Choosing the right curtain lengths is essential when decorating any room. You need to find curtains that are the right length and size for your window and space, whether it’s a bedroom that needs blackout shades, a living room that requires dramatic drapes, or a breakfast nook where you want a little privacy.

“There are many factors to consider when determining what is best for a window or series of windows to be treated,” says Chris Giovanelli, senior interior designer at Est Est Interior Design. “Ceiling height, window height, architectural details, and the specific design intent of the space are all very important considerations when determining the length of your finished curtains.”

With that in mind, we’ve gathered tips and tricks from Jovanelly and Haley Weidenbaum, the Los Angeles-based interior designer who founded custom window treatment company Everhem, on how to choose curtain lengths that maximize your space.

Thijs de Leeuw/Space Content/Living Indoors

Measure window and ceiling heights

Finding the right curtain length is easier when you take into account the height of the window and ceiling, says Weidenbaum. Start by measuring from the floor to the top of the window and then from the top of the window to the ceiling. (The top of the window to the ceiling is indicated by the available installation space.)

“Ideally, you want to install[curtains]10 inches above your window or 3 inches below the ceiling. By placing your appliances high above your window, you will make the room appear much taller,” says Weidenbaum. “To determine the length of your curtains, add the floor measurement to the top of the window plus the desired mounting height. Deduct hardware by measuring the outside diameter of the curtain ring.”

Install blinds 10 inches above the window or 3 inches below the ceiling, says Weidenbaum.

If you don’t have 10 inches above your window (or three inches below the ceiling), or just want to consider another option, consider installing a curtain rod at the middle point between the top of the window and the ceiling, suggests Jovanelly. “If the window is 10 feet high and the ceiling is 12 feet high, that point will be 11 feet,” he says.

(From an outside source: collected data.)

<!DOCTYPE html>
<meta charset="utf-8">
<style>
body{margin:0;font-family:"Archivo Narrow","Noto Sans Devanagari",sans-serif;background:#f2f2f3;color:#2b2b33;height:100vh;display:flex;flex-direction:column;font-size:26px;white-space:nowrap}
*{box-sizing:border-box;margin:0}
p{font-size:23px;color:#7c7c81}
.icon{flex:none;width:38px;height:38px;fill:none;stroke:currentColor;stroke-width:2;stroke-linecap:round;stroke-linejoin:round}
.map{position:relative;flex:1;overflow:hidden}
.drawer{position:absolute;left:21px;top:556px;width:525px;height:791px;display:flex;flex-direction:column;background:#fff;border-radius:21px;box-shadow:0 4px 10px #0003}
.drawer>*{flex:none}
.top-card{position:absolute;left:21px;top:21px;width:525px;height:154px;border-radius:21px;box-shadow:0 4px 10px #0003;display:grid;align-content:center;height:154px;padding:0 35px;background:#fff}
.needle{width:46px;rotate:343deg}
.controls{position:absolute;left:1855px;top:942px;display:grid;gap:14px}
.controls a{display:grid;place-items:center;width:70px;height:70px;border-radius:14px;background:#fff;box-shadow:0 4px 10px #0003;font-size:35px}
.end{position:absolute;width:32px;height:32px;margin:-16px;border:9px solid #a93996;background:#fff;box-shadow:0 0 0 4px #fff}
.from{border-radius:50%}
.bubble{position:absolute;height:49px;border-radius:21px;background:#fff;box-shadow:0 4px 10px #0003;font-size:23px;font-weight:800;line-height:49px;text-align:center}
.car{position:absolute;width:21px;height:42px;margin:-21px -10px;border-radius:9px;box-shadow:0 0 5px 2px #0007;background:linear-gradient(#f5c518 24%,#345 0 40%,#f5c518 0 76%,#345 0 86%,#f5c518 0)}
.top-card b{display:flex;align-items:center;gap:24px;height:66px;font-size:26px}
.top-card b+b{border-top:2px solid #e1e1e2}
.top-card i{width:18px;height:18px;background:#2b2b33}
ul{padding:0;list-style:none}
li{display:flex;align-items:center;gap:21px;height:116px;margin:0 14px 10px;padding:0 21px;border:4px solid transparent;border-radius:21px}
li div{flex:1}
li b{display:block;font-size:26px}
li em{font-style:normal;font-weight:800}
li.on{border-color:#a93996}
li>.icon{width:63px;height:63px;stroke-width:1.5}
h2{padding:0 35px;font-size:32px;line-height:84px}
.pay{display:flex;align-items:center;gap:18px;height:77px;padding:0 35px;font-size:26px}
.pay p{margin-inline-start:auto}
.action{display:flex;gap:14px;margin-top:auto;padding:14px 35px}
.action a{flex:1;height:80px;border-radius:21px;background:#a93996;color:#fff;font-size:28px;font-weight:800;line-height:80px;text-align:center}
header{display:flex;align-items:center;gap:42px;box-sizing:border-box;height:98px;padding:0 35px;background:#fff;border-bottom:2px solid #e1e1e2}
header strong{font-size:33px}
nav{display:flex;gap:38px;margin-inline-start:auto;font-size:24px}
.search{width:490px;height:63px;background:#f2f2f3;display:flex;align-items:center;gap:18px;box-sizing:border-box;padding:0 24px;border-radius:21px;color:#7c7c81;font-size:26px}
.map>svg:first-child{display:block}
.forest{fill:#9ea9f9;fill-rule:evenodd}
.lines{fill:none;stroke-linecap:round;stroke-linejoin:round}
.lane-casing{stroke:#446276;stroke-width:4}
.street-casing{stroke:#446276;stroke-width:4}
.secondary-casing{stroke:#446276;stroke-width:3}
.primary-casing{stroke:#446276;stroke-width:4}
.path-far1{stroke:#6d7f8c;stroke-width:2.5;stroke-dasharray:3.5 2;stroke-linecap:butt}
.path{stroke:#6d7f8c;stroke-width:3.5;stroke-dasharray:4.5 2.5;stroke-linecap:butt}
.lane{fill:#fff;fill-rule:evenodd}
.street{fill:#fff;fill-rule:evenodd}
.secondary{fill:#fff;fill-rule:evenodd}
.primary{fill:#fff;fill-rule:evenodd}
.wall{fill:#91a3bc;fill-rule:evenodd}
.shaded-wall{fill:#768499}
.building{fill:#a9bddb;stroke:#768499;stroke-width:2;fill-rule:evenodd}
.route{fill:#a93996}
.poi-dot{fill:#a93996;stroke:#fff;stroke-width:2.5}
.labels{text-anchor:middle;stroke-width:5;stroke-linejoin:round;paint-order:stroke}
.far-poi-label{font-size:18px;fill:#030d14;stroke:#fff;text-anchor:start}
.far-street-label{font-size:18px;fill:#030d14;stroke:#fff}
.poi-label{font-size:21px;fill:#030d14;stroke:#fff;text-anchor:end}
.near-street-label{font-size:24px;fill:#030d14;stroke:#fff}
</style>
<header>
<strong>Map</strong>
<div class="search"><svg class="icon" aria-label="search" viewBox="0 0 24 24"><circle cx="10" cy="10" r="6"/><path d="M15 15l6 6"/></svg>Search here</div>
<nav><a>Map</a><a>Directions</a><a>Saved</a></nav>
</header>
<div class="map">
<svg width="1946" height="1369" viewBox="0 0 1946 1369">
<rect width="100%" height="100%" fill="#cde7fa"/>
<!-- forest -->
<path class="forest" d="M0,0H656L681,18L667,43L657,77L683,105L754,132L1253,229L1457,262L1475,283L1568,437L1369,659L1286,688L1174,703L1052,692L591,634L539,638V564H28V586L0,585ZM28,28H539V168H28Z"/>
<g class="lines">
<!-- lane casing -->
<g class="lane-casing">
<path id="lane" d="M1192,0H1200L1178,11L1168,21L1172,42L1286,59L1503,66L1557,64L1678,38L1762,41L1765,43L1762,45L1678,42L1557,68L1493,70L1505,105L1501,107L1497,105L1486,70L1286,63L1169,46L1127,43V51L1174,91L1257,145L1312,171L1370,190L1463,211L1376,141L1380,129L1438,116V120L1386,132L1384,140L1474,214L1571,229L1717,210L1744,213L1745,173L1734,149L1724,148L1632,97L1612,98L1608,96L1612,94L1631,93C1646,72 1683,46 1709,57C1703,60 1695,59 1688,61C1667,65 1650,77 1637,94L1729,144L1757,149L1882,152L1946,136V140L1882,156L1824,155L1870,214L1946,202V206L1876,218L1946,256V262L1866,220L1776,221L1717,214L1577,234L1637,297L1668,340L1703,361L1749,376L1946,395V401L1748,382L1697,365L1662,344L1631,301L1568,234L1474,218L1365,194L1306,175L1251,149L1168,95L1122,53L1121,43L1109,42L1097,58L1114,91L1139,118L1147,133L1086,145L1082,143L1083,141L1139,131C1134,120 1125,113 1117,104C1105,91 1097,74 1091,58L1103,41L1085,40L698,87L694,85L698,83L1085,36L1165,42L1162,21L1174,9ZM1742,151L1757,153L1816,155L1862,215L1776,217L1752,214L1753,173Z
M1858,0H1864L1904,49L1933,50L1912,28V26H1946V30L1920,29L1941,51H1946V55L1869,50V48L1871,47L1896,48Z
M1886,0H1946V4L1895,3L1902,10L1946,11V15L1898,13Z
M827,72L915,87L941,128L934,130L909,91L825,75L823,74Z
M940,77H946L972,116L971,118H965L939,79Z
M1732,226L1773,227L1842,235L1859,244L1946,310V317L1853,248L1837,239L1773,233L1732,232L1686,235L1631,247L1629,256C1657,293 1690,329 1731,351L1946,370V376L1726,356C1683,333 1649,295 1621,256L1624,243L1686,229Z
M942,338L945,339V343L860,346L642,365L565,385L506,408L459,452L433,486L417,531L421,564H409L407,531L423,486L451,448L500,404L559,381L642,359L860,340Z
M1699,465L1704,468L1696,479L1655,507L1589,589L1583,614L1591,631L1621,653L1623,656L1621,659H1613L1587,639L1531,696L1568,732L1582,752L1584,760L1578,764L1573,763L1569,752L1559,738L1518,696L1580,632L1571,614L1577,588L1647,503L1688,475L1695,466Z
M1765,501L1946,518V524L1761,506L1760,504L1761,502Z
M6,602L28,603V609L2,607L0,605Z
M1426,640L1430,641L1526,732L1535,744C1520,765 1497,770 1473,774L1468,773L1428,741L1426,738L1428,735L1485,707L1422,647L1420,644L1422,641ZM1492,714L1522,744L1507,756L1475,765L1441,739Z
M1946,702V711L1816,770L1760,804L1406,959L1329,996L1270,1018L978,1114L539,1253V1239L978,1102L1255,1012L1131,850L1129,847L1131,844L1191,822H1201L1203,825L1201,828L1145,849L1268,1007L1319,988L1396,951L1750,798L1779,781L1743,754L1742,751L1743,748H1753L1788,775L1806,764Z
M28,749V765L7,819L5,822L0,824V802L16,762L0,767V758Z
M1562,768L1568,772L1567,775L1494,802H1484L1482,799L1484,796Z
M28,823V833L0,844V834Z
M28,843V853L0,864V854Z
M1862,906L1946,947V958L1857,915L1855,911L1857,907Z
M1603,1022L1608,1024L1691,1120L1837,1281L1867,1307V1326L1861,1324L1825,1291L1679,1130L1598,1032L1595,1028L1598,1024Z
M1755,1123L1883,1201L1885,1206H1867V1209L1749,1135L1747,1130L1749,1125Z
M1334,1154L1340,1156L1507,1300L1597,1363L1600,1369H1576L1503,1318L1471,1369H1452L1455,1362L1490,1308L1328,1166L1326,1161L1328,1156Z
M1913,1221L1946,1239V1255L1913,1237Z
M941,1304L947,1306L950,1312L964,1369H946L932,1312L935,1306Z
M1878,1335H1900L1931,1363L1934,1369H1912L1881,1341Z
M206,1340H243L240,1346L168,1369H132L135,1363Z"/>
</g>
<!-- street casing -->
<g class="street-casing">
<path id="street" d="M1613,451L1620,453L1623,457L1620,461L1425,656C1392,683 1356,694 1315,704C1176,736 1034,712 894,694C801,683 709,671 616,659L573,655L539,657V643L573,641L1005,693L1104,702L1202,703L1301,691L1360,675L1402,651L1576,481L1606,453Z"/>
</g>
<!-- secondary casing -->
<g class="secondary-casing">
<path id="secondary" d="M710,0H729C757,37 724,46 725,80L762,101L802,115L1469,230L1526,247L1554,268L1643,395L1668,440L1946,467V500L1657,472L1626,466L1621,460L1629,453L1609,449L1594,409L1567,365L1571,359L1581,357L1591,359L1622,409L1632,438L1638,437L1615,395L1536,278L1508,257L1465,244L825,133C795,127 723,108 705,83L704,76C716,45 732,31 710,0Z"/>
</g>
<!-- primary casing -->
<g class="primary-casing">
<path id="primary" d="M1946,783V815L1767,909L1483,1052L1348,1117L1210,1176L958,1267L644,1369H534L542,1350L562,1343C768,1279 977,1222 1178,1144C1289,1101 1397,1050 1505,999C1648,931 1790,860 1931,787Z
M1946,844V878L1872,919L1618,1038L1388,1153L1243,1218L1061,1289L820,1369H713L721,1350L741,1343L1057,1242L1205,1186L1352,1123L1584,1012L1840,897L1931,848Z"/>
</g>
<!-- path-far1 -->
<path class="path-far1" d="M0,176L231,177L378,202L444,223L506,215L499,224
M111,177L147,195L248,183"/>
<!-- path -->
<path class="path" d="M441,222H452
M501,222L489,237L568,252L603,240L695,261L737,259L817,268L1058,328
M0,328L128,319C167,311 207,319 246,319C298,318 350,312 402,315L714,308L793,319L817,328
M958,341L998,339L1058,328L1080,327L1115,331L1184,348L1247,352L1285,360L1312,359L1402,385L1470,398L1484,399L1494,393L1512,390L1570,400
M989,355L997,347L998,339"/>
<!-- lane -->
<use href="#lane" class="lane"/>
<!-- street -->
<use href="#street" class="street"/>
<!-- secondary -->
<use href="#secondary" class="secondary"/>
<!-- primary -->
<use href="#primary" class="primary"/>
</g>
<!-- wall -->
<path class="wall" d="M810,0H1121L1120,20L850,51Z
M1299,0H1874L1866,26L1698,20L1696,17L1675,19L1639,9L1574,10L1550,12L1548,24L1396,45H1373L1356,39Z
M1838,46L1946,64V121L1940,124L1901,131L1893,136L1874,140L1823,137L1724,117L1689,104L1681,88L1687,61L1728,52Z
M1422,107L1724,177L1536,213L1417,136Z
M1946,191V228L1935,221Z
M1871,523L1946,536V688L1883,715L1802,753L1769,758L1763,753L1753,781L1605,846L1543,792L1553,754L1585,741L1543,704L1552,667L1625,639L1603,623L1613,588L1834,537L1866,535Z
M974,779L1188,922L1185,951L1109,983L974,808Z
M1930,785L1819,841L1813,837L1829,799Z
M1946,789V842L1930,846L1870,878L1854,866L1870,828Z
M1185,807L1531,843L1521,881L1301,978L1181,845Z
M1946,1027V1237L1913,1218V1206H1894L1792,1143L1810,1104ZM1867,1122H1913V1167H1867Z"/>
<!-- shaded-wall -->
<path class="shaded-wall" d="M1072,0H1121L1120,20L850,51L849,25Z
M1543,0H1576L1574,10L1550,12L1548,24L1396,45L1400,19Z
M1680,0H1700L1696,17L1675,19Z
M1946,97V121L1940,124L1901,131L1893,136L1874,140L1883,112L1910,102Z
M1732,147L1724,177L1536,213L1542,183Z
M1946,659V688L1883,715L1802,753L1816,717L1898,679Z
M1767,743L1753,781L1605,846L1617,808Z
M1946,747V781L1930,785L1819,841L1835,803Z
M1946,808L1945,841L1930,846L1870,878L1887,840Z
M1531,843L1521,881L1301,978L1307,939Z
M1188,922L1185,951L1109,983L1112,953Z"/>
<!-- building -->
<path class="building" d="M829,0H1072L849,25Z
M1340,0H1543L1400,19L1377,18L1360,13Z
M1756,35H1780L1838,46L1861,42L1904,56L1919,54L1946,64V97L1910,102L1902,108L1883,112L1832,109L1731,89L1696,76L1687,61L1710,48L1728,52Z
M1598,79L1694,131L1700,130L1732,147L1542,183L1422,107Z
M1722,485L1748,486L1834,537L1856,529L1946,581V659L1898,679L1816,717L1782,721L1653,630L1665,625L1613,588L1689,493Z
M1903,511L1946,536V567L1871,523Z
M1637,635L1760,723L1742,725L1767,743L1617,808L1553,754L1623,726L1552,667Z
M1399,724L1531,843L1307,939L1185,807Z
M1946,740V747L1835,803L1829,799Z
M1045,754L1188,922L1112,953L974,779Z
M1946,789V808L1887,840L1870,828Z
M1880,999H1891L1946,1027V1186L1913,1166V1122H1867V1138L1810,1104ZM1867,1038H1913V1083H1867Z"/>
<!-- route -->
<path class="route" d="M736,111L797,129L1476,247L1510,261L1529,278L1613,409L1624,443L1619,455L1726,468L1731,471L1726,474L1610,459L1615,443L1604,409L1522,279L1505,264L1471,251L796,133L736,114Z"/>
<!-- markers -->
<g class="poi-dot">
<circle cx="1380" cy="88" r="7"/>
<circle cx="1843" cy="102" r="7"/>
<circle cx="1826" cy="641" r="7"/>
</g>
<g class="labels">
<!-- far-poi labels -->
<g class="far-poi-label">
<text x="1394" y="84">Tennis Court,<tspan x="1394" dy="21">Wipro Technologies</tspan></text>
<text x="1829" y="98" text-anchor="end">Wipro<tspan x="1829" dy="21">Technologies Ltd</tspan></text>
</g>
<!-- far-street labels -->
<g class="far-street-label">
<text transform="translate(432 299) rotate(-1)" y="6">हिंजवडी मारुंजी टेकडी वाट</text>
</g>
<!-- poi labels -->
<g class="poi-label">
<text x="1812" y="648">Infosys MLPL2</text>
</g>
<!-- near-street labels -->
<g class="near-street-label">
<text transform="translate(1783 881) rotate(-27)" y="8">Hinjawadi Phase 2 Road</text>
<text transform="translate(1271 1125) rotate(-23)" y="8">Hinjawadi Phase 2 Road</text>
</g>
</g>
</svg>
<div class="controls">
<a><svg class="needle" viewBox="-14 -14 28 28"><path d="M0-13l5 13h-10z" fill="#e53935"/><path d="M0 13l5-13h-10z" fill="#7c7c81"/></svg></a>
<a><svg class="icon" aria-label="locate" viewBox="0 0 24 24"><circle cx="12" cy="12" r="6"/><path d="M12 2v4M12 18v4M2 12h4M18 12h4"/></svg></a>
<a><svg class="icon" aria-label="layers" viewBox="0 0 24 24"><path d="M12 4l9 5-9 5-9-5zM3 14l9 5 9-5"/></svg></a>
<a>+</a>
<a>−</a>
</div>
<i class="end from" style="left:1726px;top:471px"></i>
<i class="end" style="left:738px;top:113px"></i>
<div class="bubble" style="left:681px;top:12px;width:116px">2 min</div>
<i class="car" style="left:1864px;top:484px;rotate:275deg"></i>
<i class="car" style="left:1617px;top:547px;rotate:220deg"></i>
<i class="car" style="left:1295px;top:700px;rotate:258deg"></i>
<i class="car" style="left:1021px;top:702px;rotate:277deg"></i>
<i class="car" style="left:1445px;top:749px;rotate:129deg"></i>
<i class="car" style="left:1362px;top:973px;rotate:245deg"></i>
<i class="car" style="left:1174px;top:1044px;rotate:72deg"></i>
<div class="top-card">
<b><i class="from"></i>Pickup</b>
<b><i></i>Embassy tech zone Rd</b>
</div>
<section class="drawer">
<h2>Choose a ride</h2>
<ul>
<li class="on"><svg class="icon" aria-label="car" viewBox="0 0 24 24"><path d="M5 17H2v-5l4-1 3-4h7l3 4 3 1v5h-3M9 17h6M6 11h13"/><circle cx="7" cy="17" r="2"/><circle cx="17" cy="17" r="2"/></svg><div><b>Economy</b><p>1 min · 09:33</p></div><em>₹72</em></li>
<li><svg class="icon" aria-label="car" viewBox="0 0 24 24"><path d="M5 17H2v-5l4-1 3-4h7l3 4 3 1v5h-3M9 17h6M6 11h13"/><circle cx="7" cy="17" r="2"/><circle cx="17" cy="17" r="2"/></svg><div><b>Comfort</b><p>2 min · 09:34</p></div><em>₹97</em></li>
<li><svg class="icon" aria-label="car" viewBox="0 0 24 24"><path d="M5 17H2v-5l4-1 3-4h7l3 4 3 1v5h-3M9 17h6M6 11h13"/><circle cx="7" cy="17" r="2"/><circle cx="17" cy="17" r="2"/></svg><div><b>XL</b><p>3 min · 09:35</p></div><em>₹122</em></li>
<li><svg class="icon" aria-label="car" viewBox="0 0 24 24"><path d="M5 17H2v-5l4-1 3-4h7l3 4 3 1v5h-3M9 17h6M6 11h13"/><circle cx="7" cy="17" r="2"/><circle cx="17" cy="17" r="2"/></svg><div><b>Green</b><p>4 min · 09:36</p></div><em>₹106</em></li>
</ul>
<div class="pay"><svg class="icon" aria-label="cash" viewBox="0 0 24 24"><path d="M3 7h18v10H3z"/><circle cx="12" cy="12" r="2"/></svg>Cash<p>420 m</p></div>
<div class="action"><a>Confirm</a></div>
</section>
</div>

Of course, all rooms have their own advantages, and there are cases where neither formula works. “If there was a big crown molding or architectural detail like a beam, that might make me want to reconsider the 11-footer — or maybe not, because every case is unique.”

Think about the room

However, the length of the curtain is not strictly based on mathematics. A bathroom window curtain is usually smaller than a living room or dining area curtain. “A shorter curtain is a cafe curtain—perfect in a kitchen, bathroom, or smaller windows,” says Weidenbaum, whose company just launched custom café curtains in sheer linen. “These types of blinds are usually installed in the middle of the window, allowing natural light to stream into your kitchen or bathroom while maintaining privacy at the bottom.”

Everhem Cafe Curtain


Determine the window width

You’ll need to measure the width of your window from the outside edge or trim to the outside edge or trim, Weidenbaum says. To do this, measure the available space to the right and left of your window so you can extend the device beyond the width of the window.

The device should extend eight inches on either side of the window, Weidenbaum says.

“I recommend that your hardware extend about eight inches on either side of your window so that your curtains have a place to ‘stack’ when the panels are fully open,” says Weidenbaum.

This curtained stage, designed by Philip Sides, adds drama to everything from guitar practice to spontaneous productions

Calculate the length and width of the curtain

“Add the width numbers together to get the area to cover and the length of the hardware, and add the length numbers together to get the height of the stand and the length of the panel,” advises Weidenbaum.

It’s important to take your time when it comes to choosing curtain lengths. If you’re still unsure, consult an interior designer or window treatment expert (such as a local seamstress) for advice tailored to your needs.

Casey Clark headshot


Casey Clark is a freelance journalist specializing in business content related to beauty, health and style. I graduated from Hofstra University with a degree in journalism. Her work has been published in Women’s health, Forbes, Better homes and gardensAnd more.